Mostly she tried not to think of physical details, but sometimes...Well, sometimes she had a flash of a tall silhouette, or a firmly muscled arm, or a voice made for sin.

Her imagination couldn't be blamed for stealing such little details from reality. It didn't mean anything.

She let the cool breeze caress her face, ignoring the sticky feeling of the tears drying on her cheeks. He was off somewhere with Tanu, having escaped Daadi on the pretext of driving her home. She let that knowledge drift into the locked cupboard in her mind that was too small to hold such truths during the day.

Night didn't make the cupboard any bigger, but somehow it seemed to shrink the truths. Or maybe just hide them.

With her mind thus uncluttered, she focussed on the silver glow of moon and dreamt of what would never be.

She imagined how her real husband would be looking for her after the festivities ended, wondering where she'd gone to while he was busy saying goodbye to guests. He would come to their room and notice her through the balcony doors.

He would come up to stand behind her, but say nothing to disrupt the peaceful silence. At length, he would set his hand on her shoulder and lean close to whisper to her.

"Come inside. It's too cold here," he would say. His lips would brush the shell of her ear as he drew back.

She would laugh softly. She wouldn't answer him.

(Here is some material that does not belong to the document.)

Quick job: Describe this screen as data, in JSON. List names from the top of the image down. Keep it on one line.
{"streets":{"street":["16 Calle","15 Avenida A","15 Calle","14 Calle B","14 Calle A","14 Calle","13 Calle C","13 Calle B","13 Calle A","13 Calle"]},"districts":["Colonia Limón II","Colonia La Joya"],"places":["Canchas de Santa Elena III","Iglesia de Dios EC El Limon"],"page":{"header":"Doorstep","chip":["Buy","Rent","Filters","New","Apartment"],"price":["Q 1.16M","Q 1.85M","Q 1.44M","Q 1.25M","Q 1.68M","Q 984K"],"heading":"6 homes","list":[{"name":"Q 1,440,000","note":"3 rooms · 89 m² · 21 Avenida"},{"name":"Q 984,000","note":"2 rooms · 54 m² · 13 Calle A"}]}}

He would start to rub his hands along her arms, spreading warmth through the embroidered sleeves of her blouse. He would set his chin on the top of her head and just hold her - light and casual and perfect.

He wouldn't be able to see her face, and for one fleeting moment she would squeeze her eyes shut and smile, deliciously overwhelmed by having him so close.

After a comfortable silence he would turn her around to face him. She would be grinning in anticipation, even though nothing had really happened...yet.

He would trail a knuckle down the side of her face, looking deep into her eyes. The breeze would blow a strand of hair across her face, and he would smile and slide the flying curl back behind her ears.

And she would try not to shiver at the innocent, intimate touch. And she would fail.

He would tip her chin up with one hand, and her breath would catch in her throat. He'd settle his other hand on her hip, and she wouldn't show her surprise. She wouldn't.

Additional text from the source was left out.